What the heck am I doing here as Starfire? I already have two blogs and keeping them vital is exhausting… and I’m starting a new one? Am I crazy?
I need a place to blow off steam where I don’t worry about SEO or the best way to market my book or my art or how many followers I have or if anyone actually reads anything I write. And lots of times I’m an emotional mess and I’d like to talk about it without then having to see the bright side (both of my other blogs are feel-good, bright side of life kinds of blogs).
I’m embarking on a year of art journaling which will be art therapy and that can get pretty messy… and it SHOULD get messy… I need to allow myself freedom to feel whatever I’m feeling without judgement. And I want to talk about things that aren’t mainstream…
The nitty-gritty about me:
- I’m bipolar with attendant social anxiety. I am on the depressive side of manic-depression. I’ve taken medication for 19 years… religiously.
- I am 59 years old… 2 grown sons born 12 years apart to the day (the second one in the backseat of a car). I have 1 daughter-in-law and 1 grand-daughter.
- I am an artist. I have my BFA in Studio Arts from Wilkes-University in Pa. I majored in ceramics with a second focus in 2D design. I did nothing with my degree until the past few years. I was an administrative analyst for my day job for years and years.
- I became a widow in 2006. I was the major bread-winner for many years with my first husband and then a single working mom until 2012 when my youngest graduated high school. My late husband was a spendthrift and I had nightmares for years that he was still alive and had access to my checking account, credit cards and retirement fund. I still have dreams where I have to tell him to leave because he’s dead.
- I married the love of my life in 2012 – we met online on Chemistry.com… the story is here. We are both retired (ok he still works as a consultant 5-30 hrs. a week) and live on a 22 acre ranch in McCall, Id and a motor home wherever it takes us (now Bakersfield, Ca).
- I had my left hip replaced in 2013 (osteoarthritis). All is good with that! You’d never know anything was wrong now.
- However, a year ago my lower back started to bother me and now I have chronic pain again and I’m tired of it. I decided to delve inward to see what some of the causative emotional factors might be for this repeat of chronic joint pain. Check out Louise Hay…
- I follow the teachings of Abraham-Hicks. I’ve studied with Jean Houston. I believe in the Law of Attraction. I believe in fairies, and the conscious energy of all organic beings on this planet. I can feel that energy. I reverently listen to the Dalai Lama. I talk to my inner child, goddess archetypes and even Archangels when the energy is right.
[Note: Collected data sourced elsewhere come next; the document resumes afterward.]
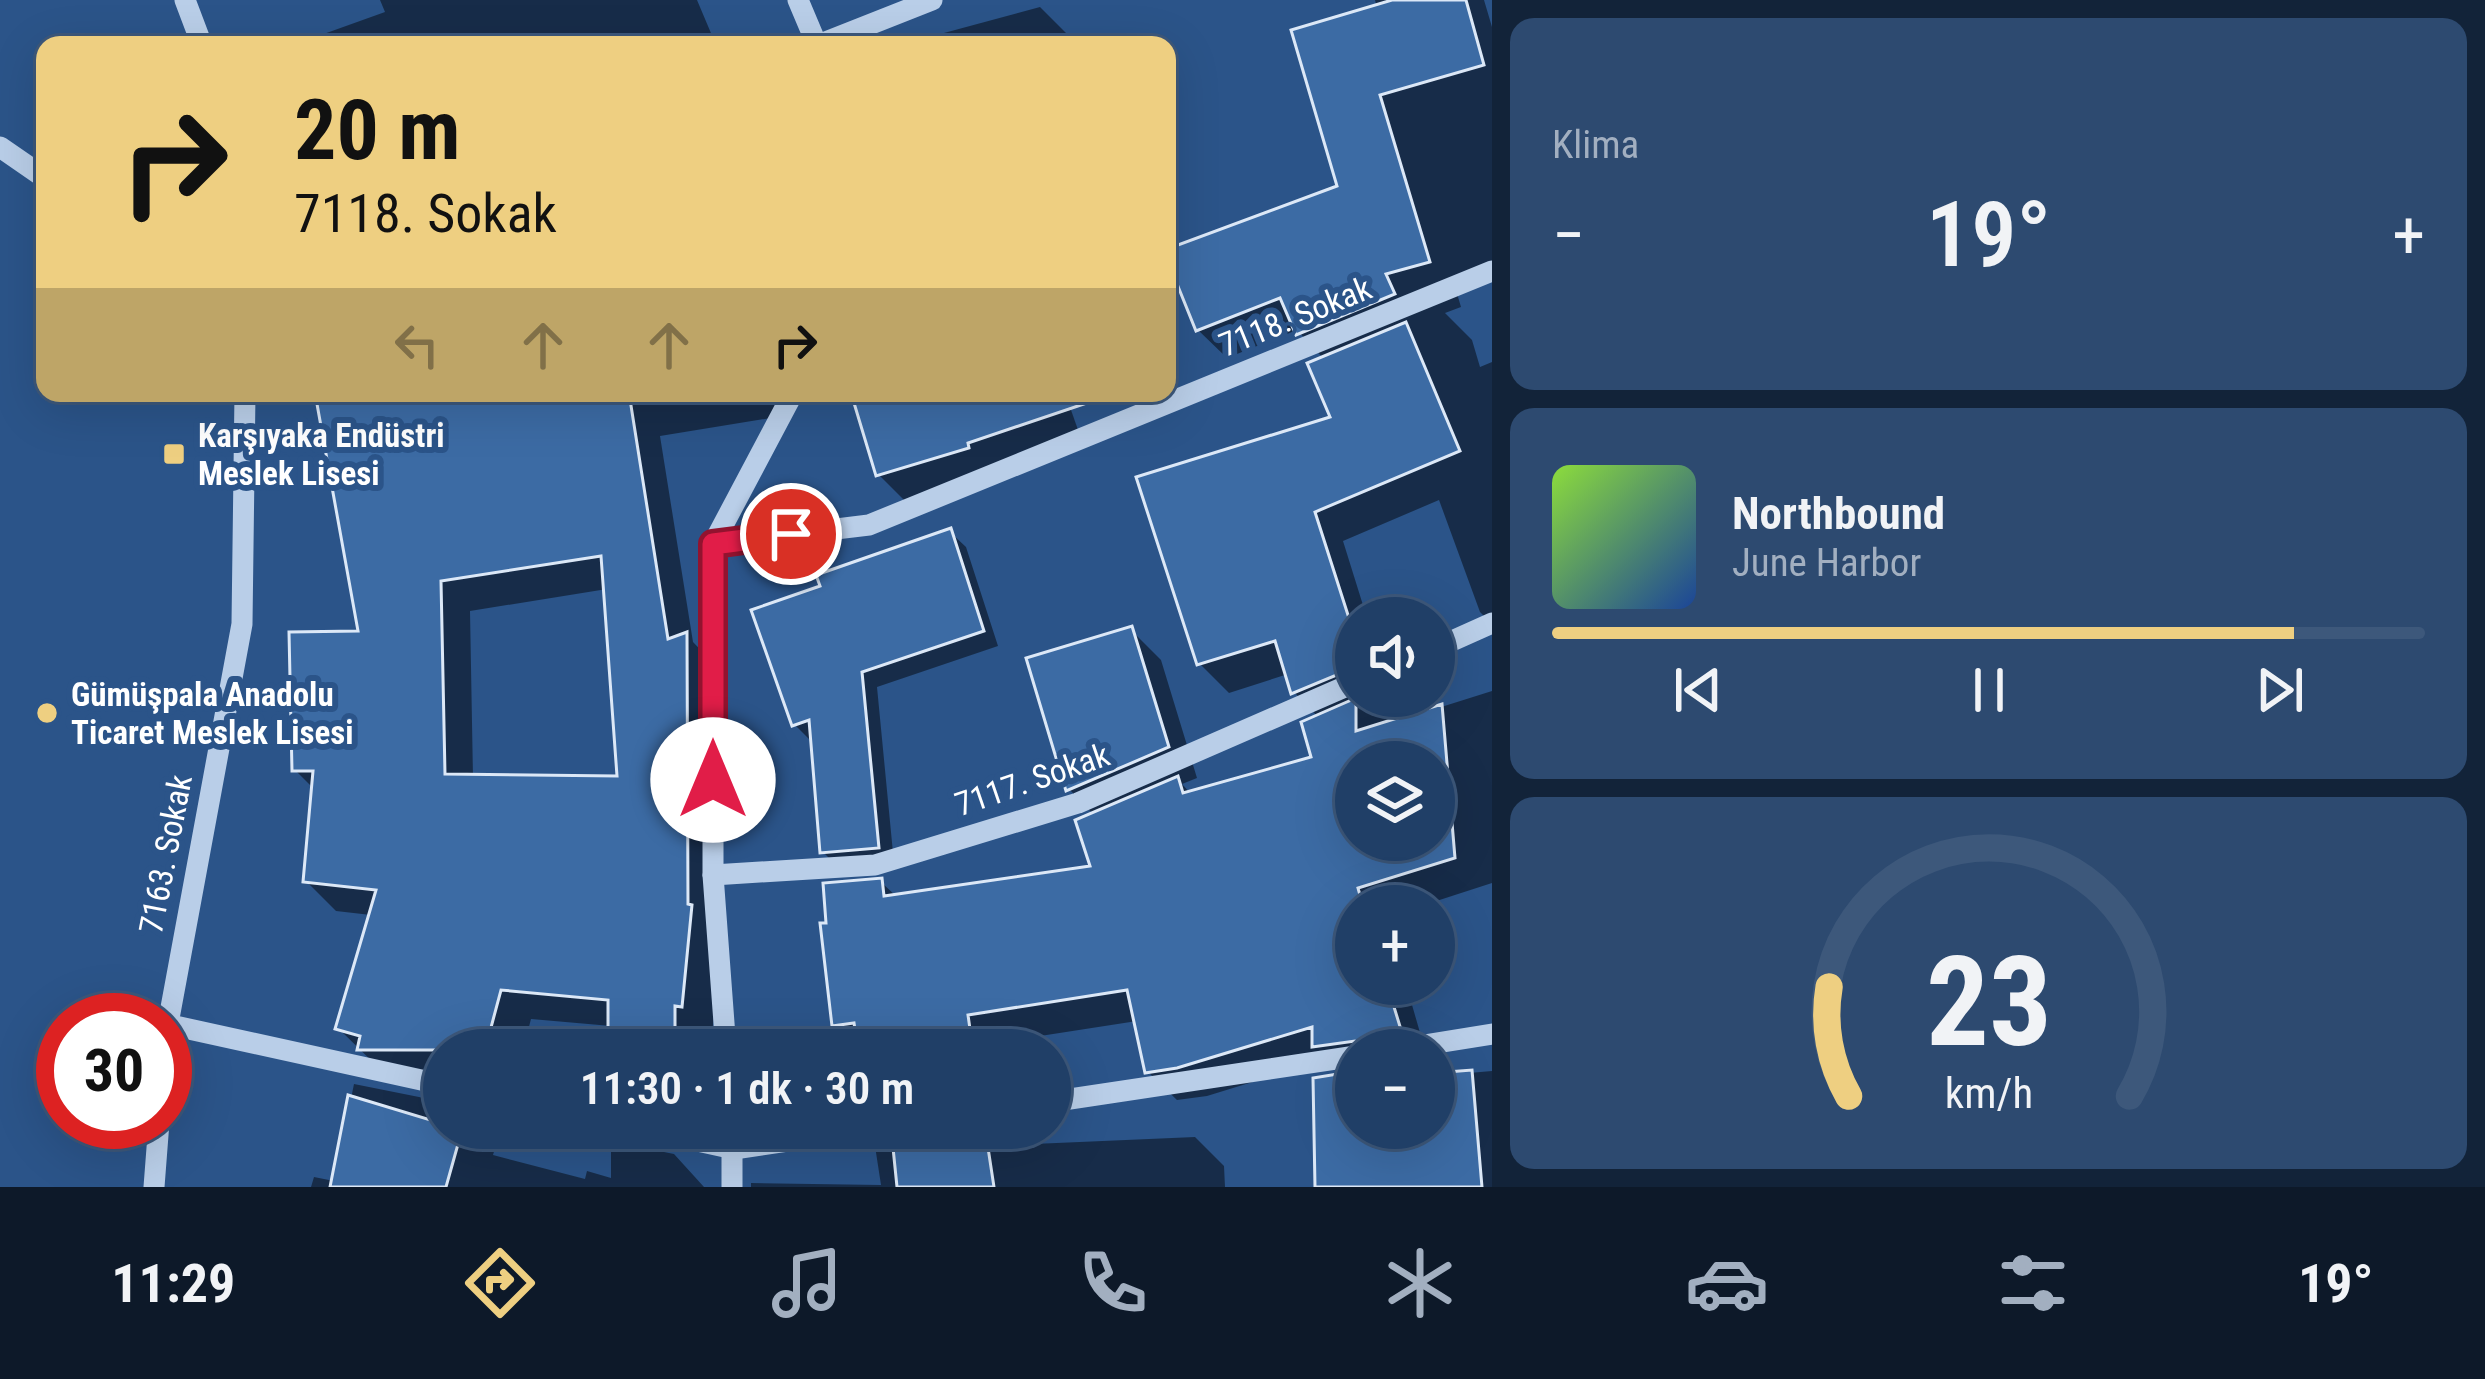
<!DOCTYPE html>
<html lang="tr">
<head>
<meta charset="utf-8">
<style>
  body { margin:0; font-family:"Roboto Condensed",sans-serif; background:#2d4a70; color:#f1f3f6; height:100vh; display:flex; flex-direction:column; font-size:45px; white-space:nowrap }
  * { box-sizing:border-box; margin:0 }
  p { font-size:39px; color:#a2afc0 }
  .icon { flex:none; width:66px; height:66px; fill:none; stroke:currentColor; stroke-width:2; stroke-linecap:round; stroke-linejoin:round }
  .map { position:relative; flex:1; overflow:hidden }
  .drawer { display:flex; flex-direction:column; gap:18px; padding:18px; background:#122339; width:993px }
  .drawer>* { flex:none }
  .guide { position:absolute; left:36px; top:36px; width:1140px; height:366px; border-radius:24px; box-shadow:0 12px 48px #0002,0 0 0 3px #3d587b; background:#eecf81; color:#111; overflow:hidden }
  .controls { position:absolute; left:1335px; top:597px; display:grid; gap:24px }
  .controls a { display:grid; place-items:center; width:120px; height:120px; border-radius:50%; background:#203f67; box-shadow:0 12px 48px #0002,0 0 0 3px #3d587b; font-size:60px }
  .speed { position:absolute; left:36px; top:993px; display:flex; gap:24px; font-size:60px; font-weight:700; text-align:center }
  .speed>* { display:grid; place-content:center; width:156px; height:156px; border-radius:50%; background:#203f67; box-shadow:0 12px 48px #0002,0 0 0 3px #3d587b; line-height:1 }
  .speed .limit { border:18px solid #d22; background:#fff; color:#111 }
  .pin { position:absolute; display:grid; place-items:center; width:102px; height:102px; color:#fff; margin:-51px; border:6px solid #fff; border-radius:50%; box-shadow:0 3px 12px #0007 }
  .me { position:absolute; width:132px; margin:-66px; rotate:0deg; stroke-linejoin:round; filter:drop-shadow(0 0 9px #0008) }
  .turn { display:flex; align-items:center; gap:42px; height:252px; padding:0 60px; font-size:54px }
  .turn .icon { width:156px; height:156px; stroke-width:2.5 }
  .turn b { display:block; font-size:84px; line-height:102px }
  .lanes { display:flex; align-items:center; height:114px; padding:0 60px; background:#0003; justify-content:center; gap:60px; direction:ltr }
  .lanes .off { opacity:.35 }
  .big { font-size:90px; font-weight:600; line-height:1.1 }
  .drawer .tile { flex:1; display:flex; flex-direction:column; justify-content:center; gap:18px; min-width:0; padding:0 42px; border-radius:24px; background:#2d4a70 }
  .drawer .dial { align-items:center; gap:0 }
  .dial svg { height:312px; overflow:visible; fill:none; stroke:#3d587b; stroke-width:7; stroke-linecap:round; text-anchor:middle }
  .dial text { fill:#f1f3f6; stroke:none }
  .song { display:flex; align-items:center; gap:36px }
  .cover { width:144px; height:144px; border-radius:18px; background:linear-gradient(135deg,hsl(90 70% 55%),hsl(220 70% 35%)) }
  .played { height:12px; border-radius:6px; background:linear-gradient(90deg,#eecf81 85%,#3d587b 85%) }
  .keys { display:flex; justify-content:space-around; direction:ltr }
  .heat { display:flex; justify-content:space-between; align-items:center; font-size:66px; direction:ltr }
  .trip { position:absolute; left:423px; top:1029px; width:648px; height:120px; border-radius:60px; background:#203f67; box-shadow:0 12px 48px #0002,0 0 0 3px #3d587b; font-weight:600; line-height:120px; text-align:center }
  .tabs { display:flex; height:192px; justify-content:space-around; align-items:center; background:#0d1929; color:#a2afc0 }
  .tabs .icon { width:84px; height:84px }
  .tabs .active { color:#eecf81 }
  .tabs b { font-size:54px; color:#f1f3f6 }
  main { display:flex; flex:1; min-height:0 }
  .map>svg:first-child { display:block }
  .shadow { fill:#0007; fill-rule:evenodd }
  .building { fill:#3c6ba4; stroke:#dce8f7; stroke-width:3; fill-rule:evenodd }
  .lines { fill:none; stroke-linecap:round; stroke-linejoin:round }
  .minor { stroke:#b9cee8; stroke-width:21 }
  .route-casing { stroke:#92132f; stroke-width:30 }
  .route { stroke:#e11d48; stroke-width:21 }
  .poi-dot { fill:#eecf81; stroke:#2b5489; stroke-width:4.5 }
  .labels { text-anchor:middle; stroke-width:12; stroke-linejoin:round; paint-order:stroke }
  .street-label { font-size:33px; fill:#fff; stroke:#2b5489 }
  .poi-label { font-size:33px; font-weight:bold; fill:#fff; stroke:#2b5489; text-anchor:start }
</style>
</head>
<body>
<main>
<div class="map">
<svg width="1492" height="1187" viewBox="0 0 1492 1187">
  <rect width="100%" height="100%" fill="#2b5489"/>
  <g class="shadow">
    <polygon points="380,0 697,0 716,45 293,45 385,12"/>
    <path d="M1375,0H1484L1492,27V268L1453,280L1461,307L1445,313L1472,340L1480,367L1492,362V624L1480,612L1439,500L1343,541L1367,618H1356V696H1376L1400,720L1492,691V883L1421,906H1356V984H1406L1425,1050H1356V1128H1434V1076L1492,1071V1187H1318L1344,1075L1328,1059L1207,1096L1177,1100L1147,1071L1137,1021L995,1043L996,1050H860L835,1025L881,882L897,897L1094,869V815L1069,789L1131,630L1161,660L1197,778L1182,784L1191,794L1315,759L1319,718L1294,692L1288,674L1229,693L1199,663L1334,419L1324,359L1297,330L1227,358L1198,330L1341,188L1377,8ZM1356,762H1434V840H1356Z"/>
    <polygon points="1040,7 1071,38 1073,45 919,45 918,40"/>
    <path d="M318,393H785L789,415L660,436L693,642L716,666L721,938L712,1035H704V1050H611V1026L531,1019L523,1050H444V1092L391,1080L338,1028L371,915L336,911L306,881L314,789L295,770L362,634ZM607,589L620,779L473,777L470,611Z"/>
    <polygon points="859,393 1065,393 1083,444 909,505 879,475"/>
    <polygon points="950,532 966,547 998,646 877,687 894,863 839,868 823,852 814,739 810,740 794,724 823,588"/>
    <polygon points="354,1084 444,1102 444,1128 501,1128 493,1155 585,1179 587,1171 611,1178 611,1128 704,1128 704,1149 666,1142 654,1150 674,1154 704,1187 311,1187 314,1177 334,1181"/>
    <polygon points="886,1128 1008,1128 1011,1145 1195,1137 1224,1166 1225,1187 751,1187 751,1183 881,1185 875,1146 889,1141 891,1133"/>
  </g>
  <g class="building">
    <polygon points="1392,0 1466,0 1484,65 1380,95 1430,262 1386,274 1395,294 1296,335 1280,298 1196,331 1167,259 1167,249 1337,186 1291,30"/>
    <polygon points="1406,322 1460,451 1315,512 1356,640 1356,667 1291,694 1275,641 1197,665 1136,477 1330,417 1307,363"/>
    <path d="M315,393H629L668,639L687,632L688,904L692,905L682,1007L675,1006V1050H608V1000L501,990L485,1050H357L360,1036L335,1029L376,890L303,882L313,771H292L289,632L358,631ZM601,556L617,776L445,774L441,581Z"/>
    <polygon points="851,393 1082,393 1084,404 968,443 969,448 876,476"/>
    <polygon points="951,528 984,631 862,672 879,848 820,853 809,720 792,726 751,610 820,586 816,575"/>
    <polygon points="1132,626 1169,747 1066,791 1026,658"/>
    <path d="M1356,698V731L1442,704L1455,858L1358,888L1363,906H1356V984H1387L1402,1033L1385,1038L1378,1050H1369L1355,1041L1312,1047V1027L1177,1068L1145,1073L1127,990L968,1015L973,1050H858L854,1023L832,1026L820,923H826L823,883L882,878L884,896L1090,866L1075,820L1178,776L1183,793L1311,757L1301,722ZM1356,762H1434V840H1356Z"/>
    <polygon points="1472,1070 1482,1187 1315,1187 1313,1078 1356,1071 1356,1128 1434,1128 1434,1073"/>
    <polygon points="348,1095 444,1124 444,1128 462,1130 446,1187 330,1187"/>
    <polygon points="891,1128 985,1128 994,1187 897,1187"/>
  </g>
  <g class="lines">
    <g class="minor">
      <polyline points="185,0 202,45"/>
      <polyline points="798,0 817,45"/>
      <polyline points="818,45 932,0"/>
      <polyline points="0,147 45,178"/>
      <polyline points="713,544 869,525 1492,271"/>
      <polyline points="1434,649 1492,623"/>
      <polyline points="713,875 875,865 1078,803 1356,682"/>
      <polyline points="166,1024 444,1085"/>
      <polyline points="165,1040 242,624 245,393"/>
      <polyline points="726,1050 713,875 713,544 793,393"/>
      <polyline points="1393,1050 1492,1034"/>
      <polyline points="1050,1102 1356,1056"/>
      <polyline points="638,1128 734,1149 876,1128"/>
      <polyline points="154,1187 159,1122"/>
      <polyline points="732,1187 732,1128"/>
    </g>
  </g>
  <g class="lines">
    <defs>
      <polyline id="route" points="713,780 713,544 791,534"/>
    </defs>
    <use href="#route" class="route-casing"/>
    <use href="#route" class="route"/>
  </g>
  <g class="poi-dot">
    <rect x="162" y="442" width="24" height="24" rx="6"/>
    <circle cx="47" cy="713" r="12"/>
  </g>
  <g class="labels">
    <g class="street-label">
      <text transform="translate(1295 316) rotate(-22)" y="12">7118. Sokak</text>
      <text transform="translate(1032 779) rotate(-19)" y="12">7117. Sokak</text>
      <text transform="translate(165 854) rotate(-79)" y="12">7163. Sokak</text>
    </g>
    <g class="poi-label">
      <text x="198" y="447">Karşıyaka Endüstri<tspan x="198" dy="38">Meslek Lisesi</tspan></text>
      <text x="71" y="706">Gümüşpala Anadolu<tspan x="71" dy="38">Ticaret Meslek Lisesi</tspan></text>
    </g>
  </g>
</svg>
<div class="controls">
<a><svg class="icon" aria-label="sound" viewBox="0 0 24 24"><path d="M4 9h4l5-4v14l-5-4H4zM17 9q2 3 0 6"/></svg></a>
<a><svg class="icon" aria-label="layers" viewBox="0 0 24 24"><path d="M12 4l9 5-9 5-9-5zM3 14l9 5 9-5"/></svg></a>
<a>+</a>
<a>−</a>
</div>
<div class="speed"><div class="limit">30</div></div>
<div class="pin" style="left:791px;top:534px;background:#d93025"><svg class="icon" aria-label="arrive" viewBox="0 0 24 24"><path d="M6 21V4h12l-3 4 3 4H6"/></svg></div>
<svg class="me" style="left:713px;top:780px" viewBox="-20 -20 40 40"><circle r="19" fill="#fff"/><path d="M0-13L10 11 0 6-10 11z" fill="#e11d48"/></svg>
<div class="trip">11:30 · 1 dk · 30 m</div>
<div class="guide">
<div class="turn"><svg class="icon" aria-label="right" viewBox="0 0 24 24"><path d="M7 20v-9h11M14 6l5 5-5 5"/></svg><div><b>20 m</b>7118. Sokak</div></div>
<div class="lanes"><svg class="icon off" aria-label="left" viewBox="0 0 24 24"><path d="M17 20v-9H6M10 6l-5 5 5 5"/></svg><svg class="icon off" aria-label="ahead" viewBox="0 0 24 24"><path d="M12 20V5M6 11l6-6 6 6"/></svg><svg class="icon off" aria-label="ahead" viewBox="0 0 24 24"><path d="M12 20V5M6 11l6-6 6 6"/></svg><svg class="icon" aria-label="right" viewBox="0 0 24 24"><path d="M7 20v-9h11M14 6l5 5-5 5"/></svg></div>
</div>
</div>
<section class="drawer">
<div class="tile"><p>Klima</p>
<div class="heat"><a>−</a><b class="big">19°</b><a>+</a></div>
</div>
<div class="tile">
<div class="song"><i class="cover"></i><div><b>Northbound</b><p>June Harbor</p></div></div>
<div class="played"></div>
<div class="keys"><svg class="icon" aria-label="previous" viewBox="0 0 24 24"><path d="M18 5L8 12l10 7zM5 5v14"/></svg><svg class="icon" aria-label="pause" viewBox="0 0 24 24"><path d="M8 5v14M16 5v14"/></svg><svg class="icon" aria-label="next" viewBox="0 0 24 24"><path d="M6 5l10 7-10 7zM19 5v14"/></svg></div>
</div>
<div class="tile dial"><svg viewBox="0 0 100 80">
<path d="M14 69A42 42 0 1 1 86 69"/>
<path d="M14 69A42 42 0 0 1 9 41" stroke="#eecf81"/>
<text x="50" y="56" font-size="32" font-weight="700">23</text>
<text x="50" y="72" font-size="11">km/h</text>
</svg></div>
</section>
</main>
<nav class="tabs">
<b>11:29</b>
<svg class="icon active" aria-label="directions" viewBox="0 0 24 24"><path d="M12 3l9 9-9 9-9-9zM9 14v-3h6M13 9l2 2-2 2"/></svg>
<svg class="icon" aria-label="music" viewBox="0 0 24 24"><path d="M9 18V5l10-2v13"/><circle cx="6" cy="18" r="3"/><circle cx="16" cy="16" r="3"/></svg>
<svg class="icon" aria-label="phone" viewBox="0 0 24 24"><path d="M5 4h4l2 5-3 2q2 4 5 5l2-3 5 2v4C11 20 4 13 5 4z"/></svg>
<svg class="icon" aria-label="climate" viewBox="0 0 24 24"><path d="M12 3v18M4 7l16 10M4 17L20 7"/></svg>
<svg class="icon" aria-label="car" viewBox="0 0 24 24"><path d="M5 17H2v-5l4-1 3-4h7l3 4 3 1v5h-3M9 17h6M6 11h13"/><circle cx="7" cy="17" r="2"/><circle cx="17" cy="17" r="2"/></svg>
<svg class="icon" aria-label="filters" viewBox="0 0 24 24"><path d="M4 7h16M4 17h16"/><circle cx="9" cy="7" r="2"/><circle cx="15" cy="17" r="2"/></svg>
<b>19°</b>
</nav>
</body>
</html>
- I am an empath which means I feel others’ energy/emotion as if it were mine… unless I learn not to and get rid of the gunk I’m already carrying. Going to Disneyland is overwhelming, going to Wal-Mart is painful, being totally by myself (with the exception of animals) is regenerating. Being in nature is cleansing bliss. I’m working to get a handle on all of this. I’m reading the work of Dr. Micheal Smith now.
- I’ve had an eating disorder since I was a teenager. At that time it manifested as bulimia. When I was treated for my bipolar, the eating disorder subsided. However, until last year I still had an on again off again horrible body image and almost everything I ate or drank that wasn’t in my “ok” range gave me guilt. This past year I’ve consciously chosen to let my body be itself… no dieting or berating it for being what I considered ‘overweight’. I am within the range of healthy for my age. It is a struggle but it’s now or never… time to get to the bottom of it (big bottom no less, giggle). I’ve bought clothes I feel sassy and comfy in so I am less likely to have an excuse to hate my body. Most days and weeks lately I’ve been ok with my body.. in fact the other night I dreamed I was going around naked and it didn’t bother me at all! Huge strides.
If ANY of the above resonates with you, I urge you to keep reading my blog.
I want to be honest and forthright about my emotional, physical and spiritual recovery in these pages/posts. I’d love to have you comment, but I’m absolutely ok with you just listening. These words are first for me. As I learn to love all of me, I can’t help but love all of you. (PS… feel free to email me through the Contact Me tab above.)
And hey! It’s the year of the Red Fire Monkey… I was born during a Red Fire Monkey year so I have come full circle. All the odds are in my favor to have a terrific and transformative 2016.
Oh, and I reserve the right to be totally confusing in this blog. Comments are for asking questions and having discussions right?